Jok remembers a particular moment when the stark difference between his life now and his childhood hit him particularly hard. The Penn basketball team was at an out-of-town tournament, and they stepped into the lobby of the fancy hotel where they’d be staying for the night. The lobby was so opulent, Jok says, it seemed like it was out of a movie.

“I look at myself and say, ‘My story is not unique.’ Sure, there are a lot of people who lost their parents. I’m lucky I still have my mom. There are people who lived through the war. There are people who came from the war playing college athletics. There are people who graduated from college despite going through all those atrocities. But I think the unique thing about it is, from where I was as a kid, when I look at that picture, to where I am now ... at an Ivy League institution, one of the best schools in the world, playing for one of the best programs in the world—you can’t beat that.”

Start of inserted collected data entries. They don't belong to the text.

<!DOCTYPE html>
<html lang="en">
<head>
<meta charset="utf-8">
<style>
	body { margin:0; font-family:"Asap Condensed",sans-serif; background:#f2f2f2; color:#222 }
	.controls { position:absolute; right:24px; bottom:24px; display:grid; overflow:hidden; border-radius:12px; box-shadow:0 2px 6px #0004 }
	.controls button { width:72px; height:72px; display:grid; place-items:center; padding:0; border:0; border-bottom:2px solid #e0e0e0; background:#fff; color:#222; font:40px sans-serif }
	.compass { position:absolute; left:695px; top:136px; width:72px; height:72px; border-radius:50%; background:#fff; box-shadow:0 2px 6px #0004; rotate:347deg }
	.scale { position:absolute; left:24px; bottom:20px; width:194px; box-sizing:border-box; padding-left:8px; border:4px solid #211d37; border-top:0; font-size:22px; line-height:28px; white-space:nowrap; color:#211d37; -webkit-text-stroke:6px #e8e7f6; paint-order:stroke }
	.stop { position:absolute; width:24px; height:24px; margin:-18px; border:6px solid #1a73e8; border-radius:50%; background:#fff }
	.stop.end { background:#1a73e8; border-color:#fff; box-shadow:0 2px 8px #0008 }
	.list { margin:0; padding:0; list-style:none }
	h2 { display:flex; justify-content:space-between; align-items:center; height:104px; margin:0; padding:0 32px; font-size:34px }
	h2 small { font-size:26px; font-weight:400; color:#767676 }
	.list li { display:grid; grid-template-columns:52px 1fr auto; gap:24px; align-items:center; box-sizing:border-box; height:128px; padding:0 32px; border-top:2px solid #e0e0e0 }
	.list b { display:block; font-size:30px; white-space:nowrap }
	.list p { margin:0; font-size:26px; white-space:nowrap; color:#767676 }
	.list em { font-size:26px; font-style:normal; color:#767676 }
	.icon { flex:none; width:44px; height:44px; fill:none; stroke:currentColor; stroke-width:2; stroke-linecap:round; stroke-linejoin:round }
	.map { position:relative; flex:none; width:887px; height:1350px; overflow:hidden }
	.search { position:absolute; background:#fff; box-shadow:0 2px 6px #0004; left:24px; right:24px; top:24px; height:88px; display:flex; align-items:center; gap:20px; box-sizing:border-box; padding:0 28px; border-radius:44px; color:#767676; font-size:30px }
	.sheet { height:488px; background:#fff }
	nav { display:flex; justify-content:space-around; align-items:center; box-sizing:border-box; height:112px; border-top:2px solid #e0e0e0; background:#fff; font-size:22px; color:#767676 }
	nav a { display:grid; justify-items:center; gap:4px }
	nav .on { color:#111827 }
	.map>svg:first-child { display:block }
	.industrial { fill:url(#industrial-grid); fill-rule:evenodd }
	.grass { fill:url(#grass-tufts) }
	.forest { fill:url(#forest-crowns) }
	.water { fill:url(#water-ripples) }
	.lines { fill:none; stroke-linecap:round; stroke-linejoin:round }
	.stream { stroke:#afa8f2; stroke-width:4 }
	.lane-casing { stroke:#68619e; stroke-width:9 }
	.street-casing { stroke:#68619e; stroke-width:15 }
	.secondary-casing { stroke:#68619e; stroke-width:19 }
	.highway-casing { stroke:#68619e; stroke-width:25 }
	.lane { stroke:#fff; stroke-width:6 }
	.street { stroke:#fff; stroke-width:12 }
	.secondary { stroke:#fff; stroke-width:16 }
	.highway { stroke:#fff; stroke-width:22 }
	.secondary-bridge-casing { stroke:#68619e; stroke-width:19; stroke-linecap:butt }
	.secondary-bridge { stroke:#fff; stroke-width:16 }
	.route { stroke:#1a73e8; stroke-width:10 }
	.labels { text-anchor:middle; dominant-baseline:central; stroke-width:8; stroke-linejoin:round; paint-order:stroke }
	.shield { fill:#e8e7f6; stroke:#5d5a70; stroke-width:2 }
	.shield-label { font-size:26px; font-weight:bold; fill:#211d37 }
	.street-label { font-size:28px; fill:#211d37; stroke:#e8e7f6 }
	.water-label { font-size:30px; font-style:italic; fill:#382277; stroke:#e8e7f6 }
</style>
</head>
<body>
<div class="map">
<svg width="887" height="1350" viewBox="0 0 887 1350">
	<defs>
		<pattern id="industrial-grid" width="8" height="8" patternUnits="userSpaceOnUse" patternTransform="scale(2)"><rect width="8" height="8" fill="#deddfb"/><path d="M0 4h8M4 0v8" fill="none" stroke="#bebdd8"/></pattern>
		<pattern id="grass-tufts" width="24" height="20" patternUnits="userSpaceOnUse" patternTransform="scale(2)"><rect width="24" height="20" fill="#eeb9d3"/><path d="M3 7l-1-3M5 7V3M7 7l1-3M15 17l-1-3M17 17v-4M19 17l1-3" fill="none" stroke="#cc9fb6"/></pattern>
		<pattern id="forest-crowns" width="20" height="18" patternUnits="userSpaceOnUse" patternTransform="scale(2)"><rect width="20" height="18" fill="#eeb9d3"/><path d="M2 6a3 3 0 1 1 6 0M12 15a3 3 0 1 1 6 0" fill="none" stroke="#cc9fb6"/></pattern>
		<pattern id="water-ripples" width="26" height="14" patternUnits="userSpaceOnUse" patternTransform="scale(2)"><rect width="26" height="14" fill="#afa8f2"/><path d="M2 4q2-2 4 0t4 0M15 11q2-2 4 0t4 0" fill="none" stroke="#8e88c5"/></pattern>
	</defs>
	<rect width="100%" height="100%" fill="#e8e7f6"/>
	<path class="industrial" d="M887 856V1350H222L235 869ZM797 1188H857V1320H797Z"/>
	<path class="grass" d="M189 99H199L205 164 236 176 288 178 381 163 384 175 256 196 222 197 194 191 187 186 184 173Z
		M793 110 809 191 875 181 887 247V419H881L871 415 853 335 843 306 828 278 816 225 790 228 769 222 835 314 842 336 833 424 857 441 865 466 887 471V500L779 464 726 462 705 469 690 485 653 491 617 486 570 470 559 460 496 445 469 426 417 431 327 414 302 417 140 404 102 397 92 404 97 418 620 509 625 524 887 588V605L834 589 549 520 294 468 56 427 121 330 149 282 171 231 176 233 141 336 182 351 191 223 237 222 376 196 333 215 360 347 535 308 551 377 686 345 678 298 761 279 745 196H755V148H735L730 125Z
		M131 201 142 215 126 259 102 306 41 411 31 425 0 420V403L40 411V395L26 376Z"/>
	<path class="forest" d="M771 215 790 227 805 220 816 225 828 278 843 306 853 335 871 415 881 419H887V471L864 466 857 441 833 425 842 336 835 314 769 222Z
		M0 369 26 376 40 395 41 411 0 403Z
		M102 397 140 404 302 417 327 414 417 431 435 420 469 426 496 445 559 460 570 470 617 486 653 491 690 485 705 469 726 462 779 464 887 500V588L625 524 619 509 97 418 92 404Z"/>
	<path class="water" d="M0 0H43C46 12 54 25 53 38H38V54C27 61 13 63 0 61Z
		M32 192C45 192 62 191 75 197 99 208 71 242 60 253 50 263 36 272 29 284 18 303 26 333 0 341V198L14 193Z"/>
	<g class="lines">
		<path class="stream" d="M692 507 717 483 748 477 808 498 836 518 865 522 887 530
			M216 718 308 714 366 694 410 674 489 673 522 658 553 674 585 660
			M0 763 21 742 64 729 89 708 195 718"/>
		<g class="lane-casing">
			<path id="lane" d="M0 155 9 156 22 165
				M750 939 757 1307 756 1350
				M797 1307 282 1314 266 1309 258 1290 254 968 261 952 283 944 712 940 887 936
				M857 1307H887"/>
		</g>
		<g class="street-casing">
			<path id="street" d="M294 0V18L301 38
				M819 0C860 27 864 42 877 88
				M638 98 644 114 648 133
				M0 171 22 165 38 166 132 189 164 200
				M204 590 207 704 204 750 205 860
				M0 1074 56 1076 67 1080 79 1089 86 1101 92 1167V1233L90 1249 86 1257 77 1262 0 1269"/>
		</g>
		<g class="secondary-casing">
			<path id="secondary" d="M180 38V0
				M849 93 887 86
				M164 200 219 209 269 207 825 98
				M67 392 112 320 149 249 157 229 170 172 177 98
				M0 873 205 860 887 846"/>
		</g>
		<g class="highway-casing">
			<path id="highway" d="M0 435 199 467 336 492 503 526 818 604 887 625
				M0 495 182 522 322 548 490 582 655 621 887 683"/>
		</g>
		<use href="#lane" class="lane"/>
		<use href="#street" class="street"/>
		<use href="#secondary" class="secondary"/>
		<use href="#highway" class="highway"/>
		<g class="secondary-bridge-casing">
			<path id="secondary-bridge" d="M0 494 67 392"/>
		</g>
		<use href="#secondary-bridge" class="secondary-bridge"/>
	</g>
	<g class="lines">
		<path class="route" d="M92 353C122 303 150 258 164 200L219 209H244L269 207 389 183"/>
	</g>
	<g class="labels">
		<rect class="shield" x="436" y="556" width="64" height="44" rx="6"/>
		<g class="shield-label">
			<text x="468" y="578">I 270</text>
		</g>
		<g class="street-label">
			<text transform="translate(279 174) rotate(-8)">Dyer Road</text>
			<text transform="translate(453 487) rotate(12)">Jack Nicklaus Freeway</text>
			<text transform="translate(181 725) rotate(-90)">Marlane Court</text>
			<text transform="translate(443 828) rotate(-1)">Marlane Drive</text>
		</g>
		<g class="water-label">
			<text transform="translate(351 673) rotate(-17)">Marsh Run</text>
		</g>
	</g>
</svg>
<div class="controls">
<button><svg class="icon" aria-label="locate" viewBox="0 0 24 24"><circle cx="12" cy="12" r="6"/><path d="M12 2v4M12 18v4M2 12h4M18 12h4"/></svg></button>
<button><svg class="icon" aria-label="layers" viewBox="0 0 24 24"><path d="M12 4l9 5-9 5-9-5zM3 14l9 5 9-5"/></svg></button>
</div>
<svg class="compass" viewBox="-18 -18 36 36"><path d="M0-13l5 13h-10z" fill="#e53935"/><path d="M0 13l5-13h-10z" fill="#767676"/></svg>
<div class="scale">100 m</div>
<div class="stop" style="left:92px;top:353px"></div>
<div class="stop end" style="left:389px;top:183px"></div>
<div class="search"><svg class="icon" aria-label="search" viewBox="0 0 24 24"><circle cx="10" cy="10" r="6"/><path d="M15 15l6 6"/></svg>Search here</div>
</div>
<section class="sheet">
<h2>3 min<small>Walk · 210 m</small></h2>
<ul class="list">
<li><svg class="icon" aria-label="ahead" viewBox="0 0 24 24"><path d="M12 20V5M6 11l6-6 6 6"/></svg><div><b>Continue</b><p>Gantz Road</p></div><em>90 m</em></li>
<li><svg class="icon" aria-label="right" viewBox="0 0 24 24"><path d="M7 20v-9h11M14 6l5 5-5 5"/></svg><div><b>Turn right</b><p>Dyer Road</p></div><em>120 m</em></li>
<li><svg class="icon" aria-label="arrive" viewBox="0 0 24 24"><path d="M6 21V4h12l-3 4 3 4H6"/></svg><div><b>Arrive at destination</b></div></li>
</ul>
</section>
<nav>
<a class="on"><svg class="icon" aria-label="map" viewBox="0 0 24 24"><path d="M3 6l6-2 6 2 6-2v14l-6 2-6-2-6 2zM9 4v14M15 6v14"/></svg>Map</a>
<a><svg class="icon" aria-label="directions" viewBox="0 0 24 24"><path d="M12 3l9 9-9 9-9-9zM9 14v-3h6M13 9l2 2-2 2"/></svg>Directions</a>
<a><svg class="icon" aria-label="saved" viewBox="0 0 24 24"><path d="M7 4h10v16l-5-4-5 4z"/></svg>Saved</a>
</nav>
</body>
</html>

Q. It sounds like you’ve had a really good first year at Penn.
A. I’ve been fortunate enough to have a pretty good year. I’ve learned a lot. I’ve met some incredible people. There’s always that bond with your teammates. What I really appreciate about it is, we all come from different backgrounds, from different perspectives, different upbringings. With this group, you learn a lot about each other. I think I could take a lot away from each individual to make myself a better individual. But above all else, I really enjoy our coaching staff, especially Coach [Jerome] Allen because of the people they are. … I have a lot of admiration for the way [Coach Allen] carries himself off the court, the foundation he has, the stuff he does for us as players as far as advice.
Coach Allen has a quotation that [paraphrased] is: ‘You will only be able to coach the kids if they know you care.’ I think the world is full of people passionate to help. But the missing part is, how do you show that you care about the kids enough so that they trust you to carry out whatever it is you want to do?